The publisher printed 3,500 hardcover preview copies. That is unheard of. Publishers never want to spend this kind of money to promote a book. We used 100 copies of the special edition to spread to our movers and shakers.
This Saturday, I was in Barnes and Noble and the book was everywhere. It was on the front table. It was in personal finance section. There was even a special table sitting next to the checkout line with a sign asking "What is Your Number?"
Jeffrey Trachtenberg wrote a piece last month for the Wall Street Journal talking about all that Free Press has done to roll this book out. What is missing from the article is one thing -- the book is really good and that is why it will do well. In three months, people will be talking about this book like they talk about Freakonomics.
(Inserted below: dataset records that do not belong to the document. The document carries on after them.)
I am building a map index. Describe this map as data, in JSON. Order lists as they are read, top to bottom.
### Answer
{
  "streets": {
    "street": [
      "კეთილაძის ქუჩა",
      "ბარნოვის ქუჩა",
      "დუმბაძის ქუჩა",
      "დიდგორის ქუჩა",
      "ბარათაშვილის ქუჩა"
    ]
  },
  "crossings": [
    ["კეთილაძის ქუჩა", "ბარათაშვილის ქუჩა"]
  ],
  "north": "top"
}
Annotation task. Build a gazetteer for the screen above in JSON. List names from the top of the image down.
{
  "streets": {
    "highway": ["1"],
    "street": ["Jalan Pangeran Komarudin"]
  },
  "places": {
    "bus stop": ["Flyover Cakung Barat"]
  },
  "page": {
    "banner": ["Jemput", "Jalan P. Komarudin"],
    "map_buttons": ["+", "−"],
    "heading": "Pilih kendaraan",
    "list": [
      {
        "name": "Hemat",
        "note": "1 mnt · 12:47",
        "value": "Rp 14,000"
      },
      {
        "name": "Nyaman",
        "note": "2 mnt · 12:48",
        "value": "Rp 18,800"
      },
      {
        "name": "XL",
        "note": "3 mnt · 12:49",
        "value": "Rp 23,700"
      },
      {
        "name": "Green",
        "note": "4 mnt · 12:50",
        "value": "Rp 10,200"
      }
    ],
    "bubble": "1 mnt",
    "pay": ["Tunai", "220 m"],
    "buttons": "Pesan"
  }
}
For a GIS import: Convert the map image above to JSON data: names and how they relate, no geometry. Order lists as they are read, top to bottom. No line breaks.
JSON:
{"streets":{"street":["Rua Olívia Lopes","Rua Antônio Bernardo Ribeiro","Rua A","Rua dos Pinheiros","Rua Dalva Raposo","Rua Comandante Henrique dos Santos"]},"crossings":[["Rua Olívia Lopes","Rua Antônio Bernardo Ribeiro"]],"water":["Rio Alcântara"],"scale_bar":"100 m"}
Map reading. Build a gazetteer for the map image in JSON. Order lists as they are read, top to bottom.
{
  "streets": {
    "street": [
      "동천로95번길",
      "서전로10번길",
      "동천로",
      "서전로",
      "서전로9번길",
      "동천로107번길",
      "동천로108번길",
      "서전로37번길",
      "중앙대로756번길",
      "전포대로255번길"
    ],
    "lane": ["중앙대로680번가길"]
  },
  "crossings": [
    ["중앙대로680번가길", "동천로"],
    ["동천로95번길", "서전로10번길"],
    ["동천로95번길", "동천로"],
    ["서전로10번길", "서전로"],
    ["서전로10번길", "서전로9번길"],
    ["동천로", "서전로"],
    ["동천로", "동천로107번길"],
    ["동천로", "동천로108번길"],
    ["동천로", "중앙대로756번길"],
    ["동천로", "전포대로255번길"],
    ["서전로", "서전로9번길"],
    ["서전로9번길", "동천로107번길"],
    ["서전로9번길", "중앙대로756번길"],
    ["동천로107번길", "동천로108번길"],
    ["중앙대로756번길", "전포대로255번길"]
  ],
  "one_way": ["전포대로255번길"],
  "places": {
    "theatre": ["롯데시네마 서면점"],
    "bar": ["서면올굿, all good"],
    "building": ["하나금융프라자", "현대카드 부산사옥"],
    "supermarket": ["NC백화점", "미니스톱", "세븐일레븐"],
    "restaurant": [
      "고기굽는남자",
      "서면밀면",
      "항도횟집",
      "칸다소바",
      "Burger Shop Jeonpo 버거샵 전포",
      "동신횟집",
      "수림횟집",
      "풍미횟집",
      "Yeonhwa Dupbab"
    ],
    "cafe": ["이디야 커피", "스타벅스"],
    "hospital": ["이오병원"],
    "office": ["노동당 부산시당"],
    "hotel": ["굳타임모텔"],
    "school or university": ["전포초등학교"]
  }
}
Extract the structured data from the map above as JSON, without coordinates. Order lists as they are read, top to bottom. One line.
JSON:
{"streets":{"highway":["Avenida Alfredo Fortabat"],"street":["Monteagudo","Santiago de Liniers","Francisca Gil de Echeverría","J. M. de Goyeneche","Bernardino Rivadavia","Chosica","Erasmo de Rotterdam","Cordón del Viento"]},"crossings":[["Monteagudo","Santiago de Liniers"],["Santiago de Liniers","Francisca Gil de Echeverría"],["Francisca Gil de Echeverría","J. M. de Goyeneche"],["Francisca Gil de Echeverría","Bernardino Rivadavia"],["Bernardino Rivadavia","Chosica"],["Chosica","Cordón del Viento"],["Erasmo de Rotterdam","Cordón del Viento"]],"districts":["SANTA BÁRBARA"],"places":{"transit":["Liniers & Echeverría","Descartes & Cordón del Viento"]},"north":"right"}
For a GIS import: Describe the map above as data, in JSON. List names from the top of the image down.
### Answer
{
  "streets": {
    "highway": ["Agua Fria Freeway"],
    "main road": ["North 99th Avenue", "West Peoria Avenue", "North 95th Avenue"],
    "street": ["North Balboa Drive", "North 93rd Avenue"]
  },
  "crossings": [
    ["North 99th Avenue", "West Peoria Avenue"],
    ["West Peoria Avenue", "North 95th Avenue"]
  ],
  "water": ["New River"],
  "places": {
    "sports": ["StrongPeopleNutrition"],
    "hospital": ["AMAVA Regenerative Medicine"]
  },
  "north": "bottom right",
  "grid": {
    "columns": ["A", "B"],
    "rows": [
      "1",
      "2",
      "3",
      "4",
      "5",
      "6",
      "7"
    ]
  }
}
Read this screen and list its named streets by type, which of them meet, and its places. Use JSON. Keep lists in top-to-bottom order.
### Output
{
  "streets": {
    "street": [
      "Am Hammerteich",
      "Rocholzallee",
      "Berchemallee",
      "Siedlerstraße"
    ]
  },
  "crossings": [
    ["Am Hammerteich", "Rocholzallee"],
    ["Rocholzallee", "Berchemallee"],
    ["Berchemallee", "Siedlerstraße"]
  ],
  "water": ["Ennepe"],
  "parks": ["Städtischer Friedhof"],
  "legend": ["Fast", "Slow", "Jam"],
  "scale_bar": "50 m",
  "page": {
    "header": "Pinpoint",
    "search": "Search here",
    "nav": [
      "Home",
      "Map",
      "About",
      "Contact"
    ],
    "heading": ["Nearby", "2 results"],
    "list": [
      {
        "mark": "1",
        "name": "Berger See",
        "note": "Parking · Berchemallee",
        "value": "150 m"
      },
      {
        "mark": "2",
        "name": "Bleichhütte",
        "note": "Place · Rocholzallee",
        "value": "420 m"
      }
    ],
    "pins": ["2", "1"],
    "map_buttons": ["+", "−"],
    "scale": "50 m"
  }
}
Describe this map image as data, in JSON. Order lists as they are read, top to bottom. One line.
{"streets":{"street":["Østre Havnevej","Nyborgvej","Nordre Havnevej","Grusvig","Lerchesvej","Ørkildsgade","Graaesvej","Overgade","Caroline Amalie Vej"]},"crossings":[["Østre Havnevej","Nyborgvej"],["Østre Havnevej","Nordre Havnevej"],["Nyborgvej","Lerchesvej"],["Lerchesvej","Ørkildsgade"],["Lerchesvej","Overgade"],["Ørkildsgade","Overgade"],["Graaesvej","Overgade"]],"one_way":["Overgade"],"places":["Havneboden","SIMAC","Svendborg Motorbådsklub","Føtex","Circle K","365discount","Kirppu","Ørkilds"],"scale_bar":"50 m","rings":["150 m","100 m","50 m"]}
Let's get past the hype. This weekend, the book was reviewed in the Wall Street Journal by Glenn Ruffenach, editor for their retirement sections. Ruffenach's biggest problem with the book is that Lee Eisenberg suggests tried and true methods for reaching retirement with the money you need. I have two responses:
- Doctors tell people to eat right and exercise if they want better health. Yet, most people don't want to follow the advice that has been confirmed in study after study. Savings of 10% to 15% of your paycheck and spreading your investments are also great ideas that people can't seem to follow. People don't need new ideas; they need to follow the ones that are already proven.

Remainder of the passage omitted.